# Records for processing:
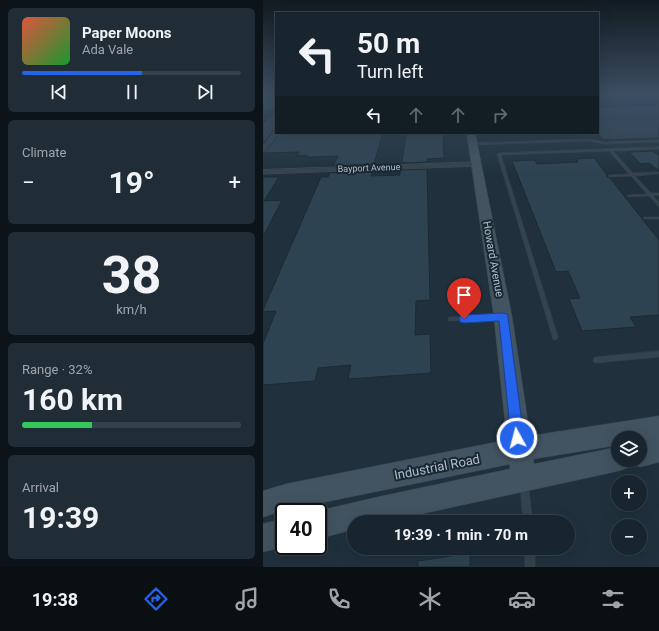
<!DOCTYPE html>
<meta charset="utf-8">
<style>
:root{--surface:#18252e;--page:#212d36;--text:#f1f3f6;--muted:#9fa5aa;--line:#36424a;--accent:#2563eb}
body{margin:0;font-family:Roboto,sans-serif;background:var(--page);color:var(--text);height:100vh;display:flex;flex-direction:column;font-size:15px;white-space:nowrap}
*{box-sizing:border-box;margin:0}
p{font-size:13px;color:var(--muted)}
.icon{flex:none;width:22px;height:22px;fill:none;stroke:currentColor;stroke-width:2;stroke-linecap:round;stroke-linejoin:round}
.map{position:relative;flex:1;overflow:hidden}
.panel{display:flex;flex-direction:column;gap:8px;padding:8px;background:#0d1419;width:263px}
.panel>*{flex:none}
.top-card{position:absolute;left:12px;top:12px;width:324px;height:122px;border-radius:0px;box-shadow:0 4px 16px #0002,0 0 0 1px var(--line);background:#18252e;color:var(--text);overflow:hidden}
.tools{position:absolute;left:348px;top:431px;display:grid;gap:8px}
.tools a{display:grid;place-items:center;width:36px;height:36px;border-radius:50%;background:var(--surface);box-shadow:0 4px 16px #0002,0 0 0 1px var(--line);font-size:20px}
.speed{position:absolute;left:12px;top:503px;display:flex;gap:8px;font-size:20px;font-weight:700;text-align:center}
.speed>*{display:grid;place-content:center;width:52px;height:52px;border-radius:50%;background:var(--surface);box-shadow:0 4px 16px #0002,0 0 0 1px var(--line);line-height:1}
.speed .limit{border:2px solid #111;border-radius:6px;background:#fff;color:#111}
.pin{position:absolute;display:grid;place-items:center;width:34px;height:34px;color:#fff;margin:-41px -17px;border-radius:50% 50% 50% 0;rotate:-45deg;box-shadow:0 0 4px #0007}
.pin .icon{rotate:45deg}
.me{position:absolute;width:44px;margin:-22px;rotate:353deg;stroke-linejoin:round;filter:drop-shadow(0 0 3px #0008)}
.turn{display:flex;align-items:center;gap:14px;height:84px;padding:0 16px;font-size:18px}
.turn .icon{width:52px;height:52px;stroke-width:2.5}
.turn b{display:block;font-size:28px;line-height:34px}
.lanes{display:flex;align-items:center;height:38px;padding:0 16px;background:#0003;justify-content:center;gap:20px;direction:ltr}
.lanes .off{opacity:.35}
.big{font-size:30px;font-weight:700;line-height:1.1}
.panel .card{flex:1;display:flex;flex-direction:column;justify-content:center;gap:6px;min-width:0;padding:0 14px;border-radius:6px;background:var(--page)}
.panel .dial{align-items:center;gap:0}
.dial b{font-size:52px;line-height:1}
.song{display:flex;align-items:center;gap:12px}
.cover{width:48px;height:48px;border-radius:6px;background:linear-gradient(135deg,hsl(10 70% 55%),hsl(130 70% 35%))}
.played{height:4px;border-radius:2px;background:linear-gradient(90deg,var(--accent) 55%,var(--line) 55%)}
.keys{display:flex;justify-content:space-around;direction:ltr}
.heat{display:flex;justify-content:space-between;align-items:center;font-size:22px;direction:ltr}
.charge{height:6px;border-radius:3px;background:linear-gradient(90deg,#34c759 32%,var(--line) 0)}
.trip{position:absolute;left:84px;top:515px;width:228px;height:40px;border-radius:20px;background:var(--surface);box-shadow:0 4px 16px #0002,0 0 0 1px var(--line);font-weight:700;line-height:40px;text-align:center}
.tabs{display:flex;height:64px;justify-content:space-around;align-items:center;background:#0a0f12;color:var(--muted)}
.tabs .icon{width:28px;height:28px}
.tabs .active{color:var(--accent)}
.tabs b{font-size:18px;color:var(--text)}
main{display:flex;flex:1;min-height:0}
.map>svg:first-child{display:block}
.building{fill:#2e4352;stroke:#1b2a34}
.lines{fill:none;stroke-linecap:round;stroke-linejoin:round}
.lane-casing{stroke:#3d4c56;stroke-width:0.5}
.street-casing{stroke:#3d4c56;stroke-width:1}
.secondary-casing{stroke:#3d4c56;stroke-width:1}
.lane{fill:#34434d;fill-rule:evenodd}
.street{fill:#34434d;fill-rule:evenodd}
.secondary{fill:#425361;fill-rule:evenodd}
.route{fill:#2563eb;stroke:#184099}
.labels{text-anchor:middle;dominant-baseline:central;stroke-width:4;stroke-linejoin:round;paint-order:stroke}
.far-street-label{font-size:9px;fill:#afbec9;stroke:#192832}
.street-label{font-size:11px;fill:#afbec9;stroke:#192832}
.near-street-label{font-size:13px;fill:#afbec9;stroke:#192832}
</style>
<main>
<section class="panel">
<div class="card">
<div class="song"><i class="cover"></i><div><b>Paper Moons</b><p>Ada Vale</p></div></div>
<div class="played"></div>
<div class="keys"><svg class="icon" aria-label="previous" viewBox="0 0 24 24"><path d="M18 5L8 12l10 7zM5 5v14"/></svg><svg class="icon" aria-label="pause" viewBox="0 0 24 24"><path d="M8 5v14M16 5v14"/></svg><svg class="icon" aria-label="next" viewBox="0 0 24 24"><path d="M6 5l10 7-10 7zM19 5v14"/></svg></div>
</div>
<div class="card"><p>Climate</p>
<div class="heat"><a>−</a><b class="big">19°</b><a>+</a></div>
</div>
<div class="card dial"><b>38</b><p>km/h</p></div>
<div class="card"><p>Range · 32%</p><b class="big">160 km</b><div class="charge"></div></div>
<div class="card"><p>Arrival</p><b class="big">19:39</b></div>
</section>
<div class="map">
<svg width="396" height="567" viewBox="0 0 396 567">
<rect width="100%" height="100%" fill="#20313d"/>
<!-- building -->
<path class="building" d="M0,98h13v12h-13z
M396,105v33l-56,2 -5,-6v-27z
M13,110v20l-3,1 -10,13v-20z
M17,133h103l-9,31 -41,2 5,-10 -32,1 1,-2 -10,1 2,-4 -35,1z
M143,133h37l1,25 -17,1v3l-25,1z
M390,151l6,5v15l-10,-8 -8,1 -12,-12z
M331,158l13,17v2l3,1 49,62v75l-29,2 6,10 -54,4 -13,-32 11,-1 -12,-27 -12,1 -44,-111 23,-1 2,4 41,-2 -2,-3z
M164,169l3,131 -14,1 -1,34 15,-1 1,39 -83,6 3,-14 -33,3 -3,13 -52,4v-41l13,-33 -13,1v-2l58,-133h7l2,-4 42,-2 -1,5 29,-1v-5z
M0,177h16l-15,24 18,-1 -19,37z
M207,553v14h-52v-6z"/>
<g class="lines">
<defs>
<path id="lane" d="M0,94h13v2h-13z
M326,139l15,3 55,-2v2l-55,2 -15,-3 -116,4 -2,-1 2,-1z
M396,147v2l-46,2 20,22 25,-1v2h-1l-22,2 16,17h8v2l-6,1 6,6v4h-1l-9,-10 -21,1 -1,-1 2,-1 18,-1 -16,-18 -22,1 -1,-1 2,-1 19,-1 -20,-23 -108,4 57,182 -1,2 -2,1 -2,-1 -56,-185 2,-1z
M381,217h15v2h-15z
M238,315h2l1,2 -1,2h-2l-50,2h-2l-1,-2 1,-2h2z
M396,351v6l-63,6 -2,-1 -1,-2 1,-2 2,-1z
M261,480l3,1 1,3 5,38h-10l-3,-38 1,-3z
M262,548h10v19h-10z"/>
<path id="street" d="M13,131v2h3l-14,18 -2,1v-6l11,-14z
M213,162l4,2 -1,2 -216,8v-4z"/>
<path id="secondary" d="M204,133h8l37,184 18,119 129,-20v46l-19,5 -8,-4 -2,-3h10v-17l16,-4 -16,3v-4h-22v7l-85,14 1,5 84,-17v13h12l-3,8 -9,3 -234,51h-30v7l-36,10v-27h-2l2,-1 60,-14 132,-28v-5l-224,46 -23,7v-26l23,-7 221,-44 -13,-123z
M21,519v27h2l-23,6v-28z"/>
</defs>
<!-- lane casing -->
<use href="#lane" class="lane-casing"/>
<!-- street casing -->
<use href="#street" class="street-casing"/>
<!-- secondary casing -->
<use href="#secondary" class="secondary-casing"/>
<!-- lane -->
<use href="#lane" class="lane"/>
<!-- street -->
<use href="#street" class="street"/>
<!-- secondary -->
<use href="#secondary" class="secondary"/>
</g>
<!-- sky -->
<linearGradient id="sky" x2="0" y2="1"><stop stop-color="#121b22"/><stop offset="0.54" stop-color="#3c4e62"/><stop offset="1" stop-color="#3c4e62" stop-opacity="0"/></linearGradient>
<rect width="396" height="174" fill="url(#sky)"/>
<!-- route -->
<path class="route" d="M240,313l4,1 1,3 16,121 -2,5 -5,2 -4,-2 -2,-5 -12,-117 -35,2 -4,-1 -1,-3 1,-3 4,-1z"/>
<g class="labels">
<!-- far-street labels -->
<g class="far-street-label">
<text transform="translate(106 168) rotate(-2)">Bayport Avenue</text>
</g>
<!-- street labels -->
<g class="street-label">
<text transform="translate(230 259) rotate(80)">Howard Avenue</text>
</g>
<!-- near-street labels -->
<g class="near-street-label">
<text transform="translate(174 467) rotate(-11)">Industrial Road</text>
</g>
</g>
</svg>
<div class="tools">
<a><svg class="icon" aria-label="layers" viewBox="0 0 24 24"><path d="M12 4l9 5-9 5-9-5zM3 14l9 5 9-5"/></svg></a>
<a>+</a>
<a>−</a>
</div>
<div class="speed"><div class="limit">40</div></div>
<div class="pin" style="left:201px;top:319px;background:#d93025"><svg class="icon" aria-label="arrive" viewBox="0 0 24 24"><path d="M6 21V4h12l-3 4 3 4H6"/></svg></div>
<svg class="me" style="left:254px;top:438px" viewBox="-20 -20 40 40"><circle r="17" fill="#2563eb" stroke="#fff" stroke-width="3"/><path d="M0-11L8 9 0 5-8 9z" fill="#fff"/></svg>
<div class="trip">19:39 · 1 min · 70 m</div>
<div class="top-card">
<div class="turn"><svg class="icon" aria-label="left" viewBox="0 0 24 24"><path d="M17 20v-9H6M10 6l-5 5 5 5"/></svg><div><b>50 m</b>Turn left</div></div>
<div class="lanes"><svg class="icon" aria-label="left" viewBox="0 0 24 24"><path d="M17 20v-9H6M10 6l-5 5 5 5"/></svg><svg class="icon off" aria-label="ahead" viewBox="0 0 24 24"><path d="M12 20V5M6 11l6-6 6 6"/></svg><svg class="icon off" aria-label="ahead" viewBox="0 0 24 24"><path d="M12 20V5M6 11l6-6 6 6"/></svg><svg class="icon off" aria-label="right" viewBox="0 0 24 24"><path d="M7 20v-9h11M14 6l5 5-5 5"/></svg></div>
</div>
</div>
</main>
<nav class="tabs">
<b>19:38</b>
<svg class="icon active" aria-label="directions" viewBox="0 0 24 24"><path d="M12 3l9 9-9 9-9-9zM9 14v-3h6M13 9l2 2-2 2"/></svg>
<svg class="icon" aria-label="music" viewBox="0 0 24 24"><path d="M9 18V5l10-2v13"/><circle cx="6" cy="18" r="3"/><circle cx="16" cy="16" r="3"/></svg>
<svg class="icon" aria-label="phone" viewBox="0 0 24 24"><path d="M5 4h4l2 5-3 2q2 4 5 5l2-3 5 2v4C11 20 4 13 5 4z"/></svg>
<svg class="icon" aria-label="climate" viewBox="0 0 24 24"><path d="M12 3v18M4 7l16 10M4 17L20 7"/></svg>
<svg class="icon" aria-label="car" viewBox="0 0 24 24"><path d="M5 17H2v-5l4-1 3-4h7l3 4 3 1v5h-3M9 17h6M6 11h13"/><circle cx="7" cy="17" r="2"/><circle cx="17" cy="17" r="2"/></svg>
<svg class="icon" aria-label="filters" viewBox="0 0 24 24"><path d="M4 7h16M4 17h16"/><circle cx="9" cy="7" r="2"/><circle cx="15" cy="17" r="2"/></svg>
</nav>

# How to complete this task:
Search the data for the string "none" and copy every line where it appears.

# Your solution:
.icon{flex:none;width:22px;height:22px;fill:none;stroke:currentColor;stroke-width:2;stroke-linecap:round;stroke-linejoin:round}
.panel>*{flex:none}
.lines{fill:none;stroke-linecap:round;stroke-linejoin:round}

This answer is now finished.